As far as the reel...I bought a Quantum Accurist 2 from Cabela's a few months ago and I love it. I have it set up on a 7' heavy action rod. I generally use it for a flippin' stick/Musky rod. I chose that one because of the flippin' switch feature. I've also been throwing Spro scum frogs on it. The key is versatile if your on a budget like most of us "non-sponsored" fisherman are!

Hope this helps-


----------



## oucat (Aug 18, 2005)

Thanks for the help. Yea I would mostly be using it for bass, but versatility is key.


----------



## fishingredhawk (Apr 14, 2004)

An awesome reel for the money is the Pflueger Trion. It goes for about $100 and it is smooth, super free and durable. I purchased two in the last 3 months. With the reel being so cheap that leaves you with $100 for a rod if you want to spend $200. You will be very happy with this reel though.


----------



## wackyworm (May 1, 2004)

I really like my new combo I got from Cabela's with a Shimano Citica 200D and XML rod [7ft]. This is one of their combos priced at $199.98. Saves a bit of $. I loaded it with 14# Stren Super Braid and it is sweet.


----------



## liquidsoap (Oct 22, 2005)

fishingredhawk said:


> An awesome reel for the money is the Pflueger Trion. It goes for about $100 and it is smooth, super free and durable. I purchased two in the last 3 months. With the reel being so cheap that leaves you with $100 for a rod if you want to spend $200. You will be very happy with this reel though.

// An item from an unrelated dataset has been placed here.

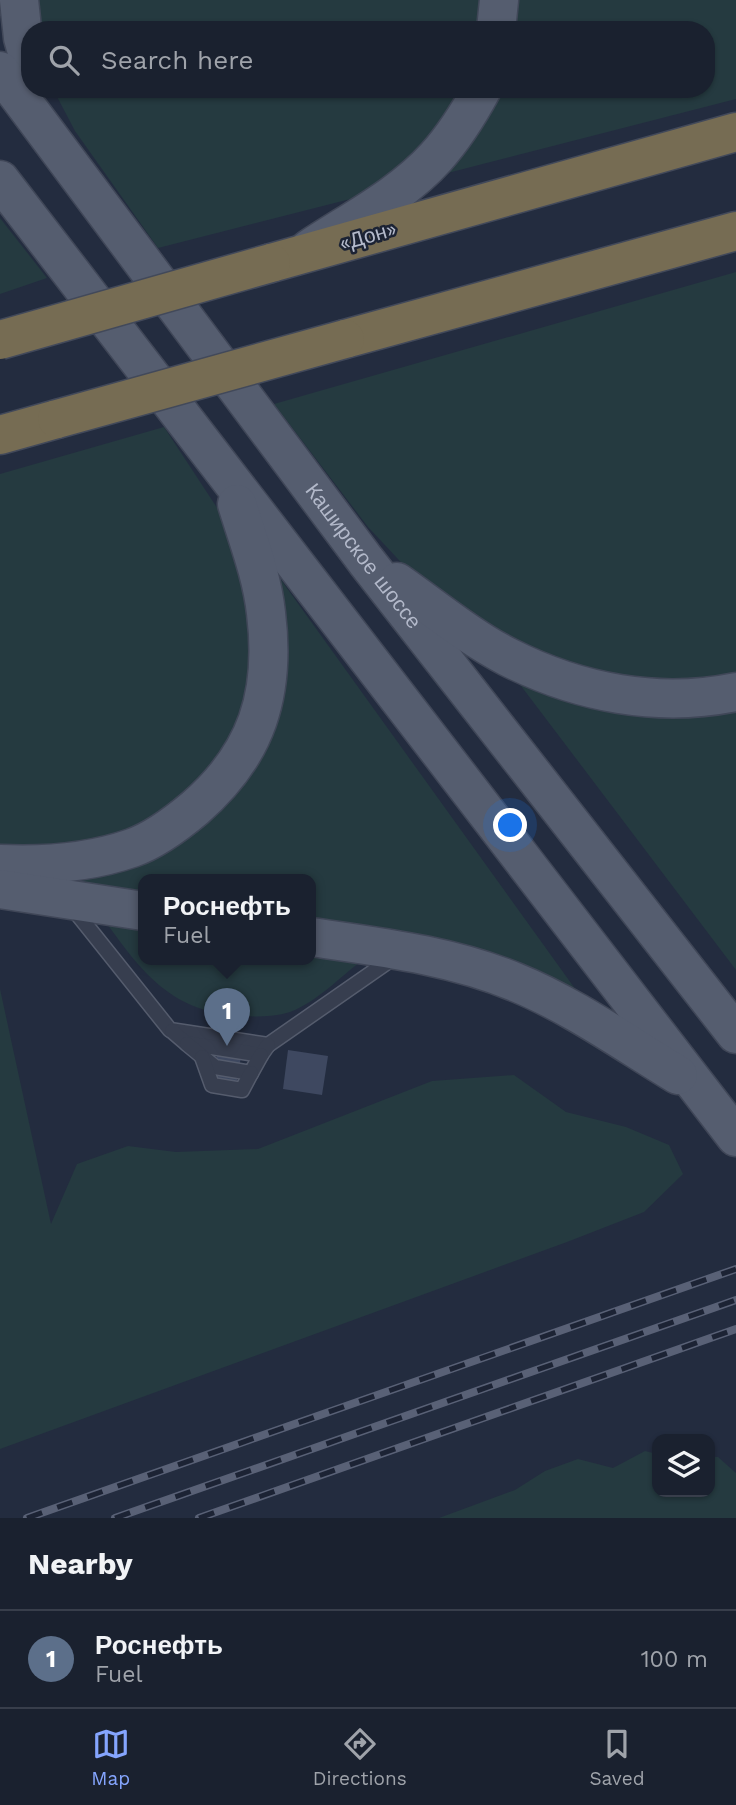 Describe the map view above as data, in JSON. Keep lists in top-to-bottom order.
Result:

That reel is next on my purchase agenda either that, or the president baitcaster.
I have had good expierences with a lot of baitcasters. I say get a accurist, we had one and got 4 years out of it till my brother droped it in the lake.


----------



## oucat (Aug 18, 2005)

Thanks for the help, I have been leaning towards the Accurist or the citica, but i will check out the others.


----------



## misfit (Apr 5, 2004)

not sure if you're set on a low profile reel,but if not,fishintiger has a very nice setup(brand new,never used) in the marketplace for $180.the combined retail for the rod and reel is $230.
abu record 50 series reel mounted on a fenwick hmg 6 foot med. action rod.
i have the very same rig and it's a great general purpose combo.i've thrown everything from 1/8 ounce jigs for saugeye,to 1/2 ounce buzzbaits for bass with it.
extremely smooth in every way,and casts like a dream.


----------



## feelikefishin (Jun 21, 2006)

I recently bought a shimano cruxis and it is pretty nice for the money. The cast control is a nice feature on the reel. I use it with a 6,6" heavy action ugly stick, it all cost me about $140


----------



## flypilot33 (Feb 9, 2006)

The BPS bionic rods are great. I love the bionic rod I bought. So much feeling to it. Test for sensitivity before you buy any rod though. I personally do not like the berkley lightning rods, not enough sensitivity for me. To check a rod, hold the rod like you would to fish and have someone put the tip on their throat and talk. The more you feel the vibration the better the sensitivity.


----------



## TheSonicMarauder (Mar 9, 2006)

to tell you the truth... i have a Shakespeare Sigma baitcaster on a 6'6" Peregrine medium action rod.... i got the sigma to learn on and it turned out to me a really nice smooth reel........ $40 for the combo... then again i won the rod at the ogf outing so the cost is for the reel only......... its nice for what i need it for(learning mostly but im throwing weightless plastics on it with hardly any backlashes so i think im doin pretty good) but ive heard a lot of good things about that Quantum Accurist line of reels


----------



## soua0363 (Jun 10, 2005)

I love my Bass Pro Viper Series baitcasting combo I bought earlier this year for $80. It has the magnetic brake system and the rod is light and sensitive for being a medium heavy. For the dollar for what I got, it was worth it for me.


----------